Janina Kueper, AM, MD, is a fourth-year resident in the Integrated Program for Plastic and Reconstructive Surgery at the University of Pittsburgh and currently in her first year of dedicated, voluntary postdoctoral research studies under Dr. Goldstein’s tutelage. She
graduated from medical school in Berlin, Germany summa cum laude with a thesis on skeletal muscle regeneration. After graduation, she received a prestigious ERP-scholarship from the USA-German Marshall fund to study craniofacial biology at Dr. Liao’s
lab at the Harvard Stem Cell Institute/Center for Regenerative Medicine, Mass General. She was nominated to receive additional funding to allow for completion of a master’s degree in medical anthropology at Harvard University at that time. She was able to secure a two-year grant from Shriner’s Hospital for Children in Boston for her research using the zebrafish, the mouse, and induced pluripotent human stem cells to better understand the development of complex craniofacial clefts and Cherubism.
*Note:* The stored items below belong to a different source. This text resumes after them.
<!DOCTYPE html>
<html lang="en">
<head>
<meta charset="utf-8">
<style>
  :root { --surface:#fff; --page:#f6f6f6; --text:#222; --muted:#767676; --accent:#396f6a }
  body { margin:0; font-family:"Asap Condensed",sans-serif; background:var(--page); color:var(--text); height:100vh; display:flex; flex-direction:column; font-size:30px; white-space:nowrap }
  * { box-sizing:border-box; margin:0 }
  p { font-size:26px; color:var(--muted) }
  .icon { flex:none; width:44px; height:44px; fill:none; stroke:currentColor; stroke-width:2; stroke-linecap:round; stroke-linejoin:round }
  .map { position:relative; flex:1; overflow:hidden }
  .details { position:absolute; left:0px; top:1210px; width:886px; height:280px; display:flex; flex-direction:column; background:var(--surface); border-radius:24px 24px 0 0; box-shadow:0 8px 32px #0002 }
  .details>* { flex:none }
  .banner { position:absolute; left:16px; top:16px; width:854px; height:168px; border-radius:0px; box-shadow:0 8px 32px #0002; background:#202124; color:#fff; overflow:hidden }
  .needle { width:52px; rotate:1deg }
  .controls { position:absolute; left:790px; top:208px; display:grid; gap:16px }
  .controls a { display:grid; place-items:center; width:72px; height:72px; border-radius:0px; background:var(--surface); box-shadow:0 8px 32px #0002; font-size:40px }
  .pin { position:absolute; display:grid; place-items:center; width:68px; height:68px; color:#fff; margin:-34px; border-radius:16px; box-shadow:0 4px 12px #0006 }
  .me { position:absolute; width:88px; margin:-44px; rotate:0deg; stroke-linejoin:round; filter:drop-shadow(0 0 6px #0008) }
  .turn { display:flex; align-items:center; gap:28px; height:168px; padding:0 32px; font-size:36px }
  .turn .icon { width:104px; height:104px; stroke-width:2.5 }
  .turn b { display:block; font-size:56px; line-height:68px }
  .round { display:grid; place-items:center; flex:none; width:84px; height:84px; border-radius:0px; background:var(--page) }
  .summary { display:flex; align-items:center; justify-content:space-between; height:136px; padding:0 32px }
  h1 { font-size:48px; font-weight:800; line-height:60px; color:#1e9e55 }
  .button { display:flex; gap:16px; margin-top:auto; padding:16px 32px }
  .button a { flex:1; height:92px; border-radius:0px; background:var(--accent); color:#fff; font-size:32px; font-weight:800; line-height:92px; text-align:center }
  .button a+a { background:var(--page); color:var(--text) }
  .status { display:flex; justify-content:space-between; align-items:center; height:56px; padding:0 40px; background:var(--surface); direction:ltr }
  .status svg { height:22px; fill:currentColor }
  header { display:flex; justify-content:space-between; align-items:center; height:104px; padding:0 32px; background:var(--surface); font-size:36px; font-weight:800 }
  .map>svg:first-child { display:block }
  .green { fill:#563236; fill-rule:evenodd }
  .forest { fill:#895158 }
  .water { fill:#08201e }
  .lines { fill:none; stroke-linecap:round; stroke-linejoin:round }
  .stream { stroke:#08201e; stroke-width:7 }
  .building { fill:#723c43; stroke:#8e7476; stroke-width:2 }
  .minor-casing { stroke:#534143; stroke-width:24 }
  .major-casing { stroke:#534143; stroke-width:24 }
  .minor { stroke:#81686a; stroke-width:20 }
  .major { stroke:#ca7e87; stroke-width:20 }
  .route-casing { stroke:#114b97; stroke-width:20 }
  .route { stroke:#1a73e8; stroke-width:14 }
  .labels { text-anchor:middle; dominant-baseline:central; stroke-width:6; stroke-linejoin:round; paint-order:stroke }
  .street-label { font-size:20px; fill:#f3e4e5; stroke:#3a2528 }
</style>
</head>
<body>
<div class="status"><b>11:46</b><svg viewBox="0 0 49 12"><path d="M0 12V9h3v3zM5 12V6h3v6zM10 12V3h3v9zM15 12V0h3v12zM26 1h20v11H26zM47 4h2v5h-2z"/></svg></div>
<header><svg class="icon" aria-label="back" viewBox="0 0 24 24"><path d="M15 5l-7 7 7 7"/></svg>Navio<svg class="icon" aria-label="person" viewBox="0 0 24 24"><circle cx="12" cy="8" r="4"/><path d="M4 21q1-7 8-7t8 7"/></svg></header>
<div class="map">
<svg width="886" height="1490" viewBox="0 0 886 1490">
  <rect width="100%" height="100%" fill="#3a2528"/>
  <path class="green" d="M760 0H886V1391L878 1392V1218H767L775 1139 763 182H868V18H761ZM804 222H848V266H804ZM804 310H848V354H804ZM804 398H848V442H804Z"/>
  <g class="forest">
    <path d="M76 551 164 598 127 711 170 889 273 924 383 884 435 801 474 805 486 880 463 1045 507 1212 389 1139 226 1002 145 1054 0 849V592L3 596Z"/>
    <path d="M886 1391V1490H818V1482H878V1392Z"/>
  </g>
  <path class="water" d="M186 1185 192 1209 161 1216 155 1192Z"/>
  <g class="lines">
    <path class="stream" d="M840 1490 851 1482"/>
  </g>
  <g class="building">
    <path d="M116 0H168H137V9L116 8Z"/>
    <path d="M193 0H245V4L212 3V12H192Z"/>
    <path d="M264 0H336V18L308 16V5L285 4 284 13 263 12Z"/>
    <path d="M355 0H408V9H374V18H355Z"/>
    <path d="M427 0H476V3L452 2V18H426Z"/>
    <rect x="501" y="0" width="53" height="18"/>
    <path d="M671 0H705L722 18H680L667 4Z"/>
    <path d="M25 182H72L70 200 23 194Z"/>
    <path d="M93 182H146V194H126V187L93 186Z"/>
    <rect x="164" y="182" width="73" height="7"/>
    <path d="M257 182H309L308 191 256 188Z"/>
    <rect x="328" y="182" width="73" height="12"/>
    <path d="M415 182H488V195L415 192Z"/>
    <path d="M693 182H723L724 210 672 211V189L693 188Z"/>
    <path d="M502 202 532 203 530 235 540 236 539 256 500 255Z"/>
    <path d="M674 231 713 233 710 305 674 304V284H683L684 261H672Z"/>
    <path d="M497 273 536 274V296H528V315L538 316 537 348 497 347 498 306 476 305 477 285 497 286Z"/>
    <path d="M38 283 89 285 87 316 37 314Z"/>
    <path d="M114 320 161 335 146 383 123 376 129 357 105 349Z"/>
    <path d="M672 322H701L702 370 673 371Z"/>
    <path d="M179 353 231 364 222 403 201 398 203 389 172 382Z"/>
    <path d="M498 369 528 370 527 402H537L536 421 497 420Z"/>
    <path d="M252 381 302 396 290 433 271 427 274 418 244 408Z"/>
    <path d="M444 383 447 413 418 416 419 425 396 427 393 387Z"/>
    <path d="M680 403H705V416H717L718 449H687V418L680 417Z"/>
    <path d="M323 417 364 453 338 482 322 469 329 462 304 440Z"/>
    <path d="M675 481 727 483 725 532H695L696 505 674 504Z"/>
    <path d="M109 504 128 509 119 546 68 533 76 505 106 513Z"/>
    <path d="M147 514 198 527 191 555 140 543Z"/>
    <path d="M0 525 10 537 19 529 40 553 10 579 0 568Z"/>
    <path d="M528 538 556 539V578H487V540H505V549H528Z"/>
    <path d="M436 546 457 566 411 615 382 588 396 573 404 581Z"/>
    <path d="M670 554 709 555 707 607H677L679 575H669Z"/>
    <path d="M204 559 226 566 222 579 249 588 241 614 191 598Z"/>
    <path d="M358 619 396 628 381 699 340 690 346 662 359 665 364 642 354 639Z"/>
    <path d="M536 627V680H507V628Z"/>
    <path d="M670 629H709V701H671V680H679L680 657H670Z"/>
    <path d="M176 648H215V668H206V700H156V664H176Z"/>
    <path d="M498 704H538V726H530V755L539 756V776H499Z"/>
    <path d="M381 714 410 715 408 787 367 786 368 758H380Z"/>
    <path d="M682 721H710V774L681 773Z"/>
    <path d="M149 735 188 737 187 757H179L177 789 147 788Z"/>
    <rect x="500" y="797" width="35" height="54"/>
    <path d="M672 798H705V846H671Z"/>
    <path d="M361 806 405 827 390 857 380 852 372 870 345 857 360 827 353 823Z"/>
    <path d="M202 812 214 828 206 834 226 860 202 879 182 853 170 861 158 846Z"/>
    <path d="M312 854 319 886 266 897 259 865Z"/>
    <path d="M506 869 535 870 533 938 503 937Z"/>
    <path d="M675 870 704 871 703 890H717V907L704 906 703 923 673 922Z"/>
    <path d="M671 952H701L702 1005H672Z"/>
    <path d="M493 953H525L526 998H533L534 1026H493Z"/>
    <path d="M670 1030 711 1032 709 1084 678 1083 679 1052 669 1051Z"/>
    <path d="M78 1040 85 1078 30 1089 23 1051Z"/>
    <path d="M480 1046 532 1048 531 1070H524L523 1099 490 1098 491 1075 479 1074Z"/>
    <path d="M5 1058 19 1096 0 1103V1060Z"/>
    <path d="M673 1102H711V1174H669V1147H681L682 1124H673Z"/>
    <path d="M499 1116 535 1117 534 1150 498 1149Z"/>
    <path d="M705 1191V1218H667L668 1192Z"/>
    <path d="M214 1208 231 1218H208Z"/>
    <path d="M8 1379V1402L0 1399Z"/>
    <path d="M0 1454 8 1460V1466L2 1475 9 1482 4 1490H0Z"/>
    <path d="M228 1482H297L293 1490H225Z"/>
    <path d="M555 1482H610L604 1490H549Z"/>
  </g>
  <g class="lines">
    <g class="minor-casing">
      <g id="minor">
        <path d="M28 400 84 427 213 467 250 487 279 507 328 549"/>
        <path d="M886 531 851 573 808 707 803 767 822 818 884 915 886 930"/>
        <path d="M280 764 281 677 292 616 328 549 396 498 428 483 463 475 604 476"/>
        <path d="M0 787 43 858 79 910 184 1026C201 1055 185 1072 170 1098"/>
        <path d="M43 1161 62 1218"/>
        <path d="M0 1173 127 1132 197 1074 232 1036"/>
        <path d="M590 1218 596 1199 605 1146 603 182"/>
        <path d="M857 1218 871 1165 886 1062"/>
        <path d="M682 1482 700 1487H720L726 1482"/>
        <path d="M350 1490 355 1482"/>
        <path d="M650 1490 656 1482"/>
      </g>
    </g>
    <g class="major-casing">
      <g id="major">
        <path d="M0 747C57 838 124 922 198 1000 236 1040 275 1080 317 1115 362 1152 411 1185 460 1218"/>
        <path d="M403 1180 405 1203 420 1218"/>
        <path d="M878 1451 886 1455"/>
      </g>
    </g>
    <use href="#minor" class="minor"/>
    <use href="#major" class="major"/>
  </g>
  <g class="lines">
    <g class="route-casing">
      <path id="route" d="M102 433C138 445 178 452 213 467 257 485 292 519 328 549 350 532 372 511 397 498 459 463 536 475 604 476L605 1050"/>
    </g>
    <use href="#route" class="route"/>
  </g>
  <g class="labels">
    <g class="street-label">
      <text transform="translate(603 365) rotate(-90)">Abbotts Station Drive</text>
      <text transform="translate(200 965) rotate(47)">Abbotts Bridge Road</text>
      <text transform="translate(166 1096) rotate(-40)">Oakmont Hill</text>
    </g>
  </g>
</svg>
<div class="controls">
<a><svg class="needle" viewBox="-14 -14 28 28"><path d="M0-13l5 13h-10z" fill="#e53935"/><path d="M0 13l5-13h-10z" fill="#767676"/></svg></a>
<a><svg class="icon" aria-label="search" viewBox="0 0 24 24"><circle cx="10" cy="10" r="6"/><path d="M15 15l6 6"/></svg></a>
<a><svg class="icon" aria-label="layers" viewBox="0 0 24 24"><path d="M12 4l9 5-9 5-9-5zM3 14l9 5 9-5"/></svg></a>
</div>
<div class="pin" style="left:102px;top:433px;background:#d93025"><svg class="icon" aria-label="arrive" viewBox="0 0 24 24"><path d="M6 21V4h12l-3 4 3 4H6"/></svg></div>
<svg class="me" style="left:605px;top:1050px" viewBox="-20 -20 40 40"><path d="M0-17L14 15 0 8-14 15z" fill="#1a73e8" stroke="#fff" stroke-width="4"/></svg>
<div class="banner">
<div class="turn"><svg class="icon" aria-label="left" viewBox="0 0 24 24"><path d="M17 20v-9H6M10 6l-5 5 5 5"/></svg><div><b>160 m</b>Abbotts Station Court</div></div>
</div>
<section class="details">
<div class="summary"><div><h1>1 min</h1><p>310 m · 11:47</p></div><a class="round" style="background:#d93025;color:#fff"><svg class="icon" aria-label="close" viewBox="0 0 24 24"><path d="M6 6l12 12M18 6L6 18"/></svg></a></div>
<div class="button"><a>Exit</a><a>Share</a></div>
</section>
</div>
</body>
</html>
Her current primary research goal is to pioneer the development of scalable, data-driven phenotyping tools that harness automated
landmarking and advanced machine learning. She plans to pursue a career as a surgeon-scientist, contributing to the scientific understanding of complex congenital conditions while taking care of the patients and their families who stand to benefit most from the advances in knowledge.